**Records for the task:**
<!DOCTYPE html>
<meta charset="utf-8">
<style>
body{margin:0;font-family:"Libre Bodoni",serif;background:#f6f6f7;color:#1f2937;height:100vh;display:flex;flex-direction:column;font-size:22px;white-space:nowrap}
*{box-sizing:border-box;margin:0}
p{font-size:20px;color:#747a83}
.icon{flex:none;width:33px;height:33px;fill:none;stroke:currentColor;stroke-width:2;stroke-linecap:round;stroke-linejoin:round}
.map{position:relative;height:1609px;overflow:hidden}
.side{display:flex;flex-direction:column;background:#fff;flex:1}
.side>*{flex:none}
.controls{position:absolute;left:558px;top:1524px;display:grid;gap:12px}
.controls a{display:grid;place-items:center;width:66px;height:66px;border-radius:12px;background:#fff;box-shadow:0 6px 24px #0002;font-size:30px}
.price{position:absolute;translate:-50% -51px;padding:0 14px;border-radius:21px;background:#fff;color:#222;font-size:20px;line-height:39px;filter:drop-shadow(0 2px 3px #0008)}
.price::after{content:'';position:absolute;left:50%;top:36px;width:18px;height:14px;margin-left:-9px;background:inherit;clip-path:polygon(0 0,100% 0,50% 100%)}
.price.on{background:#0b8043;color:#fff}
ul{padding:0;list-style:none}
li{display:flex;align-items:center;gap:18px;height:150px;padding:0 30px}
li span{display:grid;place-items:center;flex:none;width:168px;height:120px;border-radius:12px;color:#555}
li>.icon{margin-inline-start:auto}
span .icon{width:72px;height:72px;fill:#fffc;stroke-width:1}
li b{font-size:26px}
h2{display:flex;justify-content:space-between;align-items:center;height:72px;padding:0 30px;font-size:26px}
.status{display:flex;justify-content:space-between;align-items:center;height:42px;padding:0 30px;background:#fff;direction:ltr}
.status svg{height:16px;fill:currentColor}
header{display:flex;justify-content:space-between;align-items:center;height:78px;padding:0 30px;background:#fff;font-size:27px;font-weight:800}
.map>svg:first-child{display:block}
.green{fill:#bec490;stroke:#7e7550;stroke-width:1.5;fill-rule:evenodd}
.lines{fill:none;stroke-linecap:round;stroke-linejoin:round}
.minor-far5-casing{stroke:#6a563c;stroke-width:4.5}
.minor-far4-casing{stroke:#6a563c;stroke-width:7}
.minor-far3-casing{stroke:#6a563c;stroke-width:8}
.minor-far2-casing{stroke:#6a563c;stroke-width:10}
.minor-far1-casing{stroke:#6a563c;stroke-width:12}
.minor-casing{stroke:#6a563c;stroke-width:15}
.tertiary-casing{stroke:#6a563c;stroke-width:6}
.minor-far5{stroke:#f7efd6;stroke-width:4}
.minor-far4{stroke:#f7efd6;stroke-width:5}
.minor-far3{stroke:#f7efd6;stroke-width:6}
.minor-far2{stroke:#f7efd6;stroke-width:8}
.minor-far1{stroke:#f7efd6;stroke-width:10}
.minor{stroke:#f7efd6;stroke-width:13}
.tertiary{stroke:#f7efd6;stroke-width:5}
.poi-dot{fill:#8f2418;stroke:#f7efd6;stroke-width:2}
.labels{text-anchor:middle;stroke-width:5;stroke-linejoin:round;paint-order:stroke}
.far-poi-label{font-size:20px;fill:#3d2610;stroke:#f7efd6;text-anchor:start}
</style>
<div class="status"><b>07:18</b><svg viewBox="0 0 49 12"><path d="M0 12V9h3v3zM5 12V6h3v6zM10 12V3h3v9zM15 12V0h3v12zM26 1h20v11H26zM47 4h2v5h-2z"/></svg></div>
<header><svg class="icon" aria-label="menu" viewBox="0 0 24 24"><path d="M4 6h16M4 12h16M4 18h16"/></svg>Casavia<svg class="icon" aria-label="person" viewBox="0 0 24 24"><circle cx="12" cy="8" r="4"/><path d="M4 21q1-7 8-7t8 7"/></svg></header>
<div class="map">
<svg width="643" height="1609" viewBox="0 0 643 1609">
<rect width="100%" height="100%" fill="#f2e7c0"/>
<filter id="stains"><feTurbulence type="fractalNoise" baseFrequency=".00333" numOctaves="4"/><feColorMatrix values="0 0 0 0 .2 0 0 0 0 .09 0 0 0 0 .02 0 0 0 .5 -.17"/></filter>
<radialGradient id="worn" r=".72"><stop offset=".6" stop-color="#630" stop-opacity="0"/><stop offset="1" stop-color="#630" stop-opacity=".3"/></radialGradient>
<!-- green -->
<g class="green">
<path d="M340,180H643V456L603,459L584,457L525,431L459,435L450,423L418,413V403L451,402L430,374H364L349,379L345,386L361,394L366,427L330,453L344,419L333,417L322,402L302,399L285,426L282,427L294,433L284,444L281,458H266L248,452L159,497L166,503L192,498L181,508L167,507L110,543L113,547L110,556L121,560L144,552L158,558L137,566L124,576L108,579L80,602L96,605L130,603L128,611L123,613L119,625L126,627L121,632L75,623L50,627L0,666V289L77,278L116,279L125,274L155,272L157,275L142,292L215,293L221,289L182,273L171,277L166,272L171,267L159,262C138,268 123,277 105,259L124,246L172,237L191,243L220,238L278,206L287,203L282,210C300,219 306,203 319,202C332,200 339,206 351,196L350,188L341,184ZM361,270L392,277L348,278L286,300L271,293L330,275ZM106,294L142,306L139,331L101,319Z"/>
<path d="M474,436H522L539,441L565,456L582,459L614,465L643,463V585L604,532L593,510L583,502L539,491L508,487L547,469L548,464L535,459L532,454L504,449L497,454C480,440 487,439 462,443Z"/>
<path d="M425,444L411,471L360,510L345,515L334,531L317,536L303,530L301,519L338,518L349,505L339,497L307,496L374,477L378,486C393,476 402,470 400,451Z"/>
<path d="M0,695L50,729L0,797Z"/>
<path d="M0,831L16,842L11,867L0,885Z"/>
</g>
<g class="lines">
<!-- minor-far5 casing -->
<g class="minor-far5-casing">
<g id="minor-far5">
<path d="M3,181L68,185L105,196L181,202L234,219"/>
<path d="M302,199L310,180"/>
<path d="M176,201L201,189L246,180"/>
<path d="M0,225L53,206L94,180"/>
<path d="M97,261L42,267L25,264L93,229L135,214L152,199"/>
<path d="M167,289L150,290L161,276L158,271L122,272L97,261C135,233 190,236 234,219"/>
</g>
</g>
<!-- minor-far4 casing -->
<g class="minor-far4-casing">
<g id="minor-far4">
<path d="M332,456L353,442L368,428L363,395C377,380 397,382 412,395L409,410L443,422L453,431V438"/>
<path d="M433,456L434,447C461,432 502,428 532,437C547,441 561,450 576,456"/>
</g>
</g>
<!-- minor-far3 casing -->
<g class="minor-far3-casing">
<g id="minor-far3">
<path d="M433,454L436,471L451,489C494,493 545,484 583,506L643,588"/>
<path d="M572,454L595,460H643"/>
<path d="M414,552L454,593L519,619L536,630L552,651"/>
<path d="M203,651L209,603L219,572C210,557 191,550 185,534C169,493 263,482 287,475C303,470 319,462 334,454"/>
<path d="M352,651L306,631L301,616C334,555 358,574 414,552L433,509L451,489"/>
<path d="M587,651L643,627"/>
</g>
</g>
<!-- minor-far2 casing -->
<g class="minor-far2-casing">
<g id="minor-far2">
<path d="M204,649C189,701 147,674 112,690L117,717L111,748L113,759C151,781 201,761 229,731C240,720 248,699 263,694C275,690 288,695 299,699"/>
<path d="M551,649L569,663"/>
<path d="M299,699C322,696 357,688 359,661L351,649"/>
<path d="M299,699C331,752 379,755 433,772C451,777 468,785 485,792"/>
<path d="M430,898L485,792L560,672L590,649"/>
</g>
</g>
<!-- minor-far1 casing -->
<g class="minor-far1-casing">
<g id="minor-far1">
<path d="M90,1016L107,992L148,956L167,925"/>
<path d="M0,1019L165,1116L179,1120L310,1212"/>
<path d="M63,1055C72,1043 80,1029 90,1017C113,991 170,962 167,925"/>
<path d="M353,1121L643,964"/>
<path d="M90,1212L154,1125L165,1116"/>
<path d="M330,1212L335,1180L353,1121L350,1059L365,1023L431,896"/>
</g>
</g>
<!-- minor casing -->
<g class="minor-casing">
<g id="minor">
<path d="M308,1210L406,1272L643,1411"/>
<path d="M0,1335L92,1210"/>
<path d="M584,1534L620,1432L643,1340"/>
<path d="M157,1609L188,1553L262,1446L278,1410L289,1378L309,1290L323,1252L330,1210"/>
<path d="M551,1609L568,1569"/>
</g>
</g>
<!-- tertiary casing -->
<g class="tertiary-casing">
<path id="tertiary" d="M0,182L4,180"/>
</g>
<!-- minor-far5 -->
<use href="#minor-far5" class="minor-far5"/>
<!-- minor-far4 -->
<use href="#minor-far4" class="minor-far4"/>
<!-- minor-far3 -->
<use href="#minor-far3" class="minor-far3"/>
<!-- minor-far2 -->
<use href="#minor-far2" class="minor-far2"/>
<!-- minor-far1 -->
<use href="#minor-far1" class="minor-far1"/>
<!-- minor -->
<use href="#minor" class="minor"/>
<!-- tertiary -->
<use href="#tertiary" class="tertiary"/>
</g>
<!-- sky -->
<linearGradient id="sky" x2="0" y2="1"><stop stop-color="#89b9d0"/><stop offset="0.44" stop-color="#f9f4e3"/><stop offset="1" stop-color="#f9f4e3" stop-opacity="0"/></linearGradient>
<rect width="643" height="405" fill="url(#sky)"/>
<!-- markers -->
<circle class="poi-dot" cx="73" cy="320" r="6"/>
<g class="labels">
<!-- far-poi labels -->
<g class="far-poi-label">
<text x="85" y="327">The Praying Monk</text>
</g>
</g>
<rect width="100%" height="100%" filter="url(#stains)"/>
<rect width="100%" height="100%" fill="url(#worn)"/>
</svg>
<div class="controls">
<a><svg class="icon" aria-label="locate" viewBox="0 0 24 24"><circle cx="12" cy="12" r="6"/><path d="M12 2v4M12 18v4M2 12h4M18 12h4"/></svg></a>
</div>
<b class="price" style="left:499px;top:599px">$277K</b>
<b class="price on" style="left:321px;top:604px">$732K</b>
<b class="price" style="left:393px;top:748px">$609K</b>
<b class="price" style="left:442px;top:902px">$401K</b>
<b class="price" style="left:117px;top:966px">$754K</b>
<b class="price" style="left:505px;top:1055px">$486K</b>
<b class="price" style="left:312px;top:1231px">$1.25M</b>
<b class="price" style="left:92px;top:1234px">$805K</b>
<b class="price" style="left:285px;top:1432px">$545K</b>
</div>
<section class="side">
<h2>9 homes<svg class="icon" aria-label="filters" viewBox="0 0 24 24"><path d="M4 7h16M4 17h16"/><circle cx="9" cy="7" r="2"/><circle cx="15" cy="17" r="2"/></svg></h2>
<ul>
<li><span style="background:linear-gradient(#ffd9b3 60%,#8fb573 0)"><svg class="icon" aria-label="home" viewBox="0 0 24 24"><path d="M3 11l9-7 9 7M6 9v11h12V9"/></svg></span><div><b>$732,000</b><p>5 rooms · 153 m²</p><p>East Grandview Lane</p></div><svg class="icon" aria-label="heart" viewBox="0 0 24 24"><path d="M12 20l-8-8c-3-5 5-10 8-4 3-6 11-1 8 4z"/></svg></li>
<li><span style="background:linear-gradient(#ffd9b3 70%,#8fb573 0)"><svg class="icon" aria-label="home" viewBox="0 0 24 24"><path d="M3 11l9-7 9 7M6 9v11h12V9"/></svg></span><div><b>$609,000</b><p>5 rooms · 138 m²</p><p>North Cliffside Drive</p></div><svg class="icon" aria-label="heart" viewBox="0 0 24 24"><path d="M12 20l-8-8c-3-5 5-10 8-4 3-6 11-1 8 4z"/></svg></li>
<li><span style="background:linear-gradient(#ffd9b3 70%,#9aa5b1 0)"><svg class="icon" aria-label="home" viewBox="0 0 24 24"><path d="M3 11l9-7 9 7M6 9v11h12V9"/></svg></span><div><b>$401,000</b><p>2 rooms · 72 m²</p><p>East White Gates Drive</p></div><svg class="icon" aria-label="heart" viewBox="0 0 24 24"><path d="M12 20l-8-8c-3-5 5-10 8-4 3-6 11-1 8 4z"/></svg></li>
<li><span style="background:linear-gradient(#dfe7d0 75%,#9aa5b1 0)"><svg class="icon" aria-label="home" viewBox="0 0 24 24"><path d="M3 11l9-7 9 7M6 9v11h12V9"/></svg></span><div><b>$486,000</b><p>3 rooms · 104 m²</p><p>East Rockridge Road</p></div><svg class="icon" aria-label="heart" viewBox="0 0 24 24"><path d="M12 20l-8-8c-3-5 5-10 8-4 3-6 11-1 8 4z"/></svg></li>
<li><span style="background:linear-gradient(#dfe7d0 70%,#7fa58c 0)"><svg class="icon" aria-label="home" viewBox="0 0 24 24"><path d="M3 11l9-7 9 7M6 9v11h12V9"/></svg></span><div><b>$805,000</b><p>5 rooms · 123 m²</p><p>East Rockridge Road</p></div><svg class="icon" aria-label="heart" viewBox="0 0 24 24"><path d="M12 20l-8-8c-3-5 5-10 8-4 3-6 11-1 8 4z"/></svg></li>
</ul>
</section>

**Task item:**
Whenever the string "lines" shows up on a line of the listing, copy that line.

**Output:**
.lines{fill:none;stroke-linecap:round;stroke-linejoin:round}
<g class="lines">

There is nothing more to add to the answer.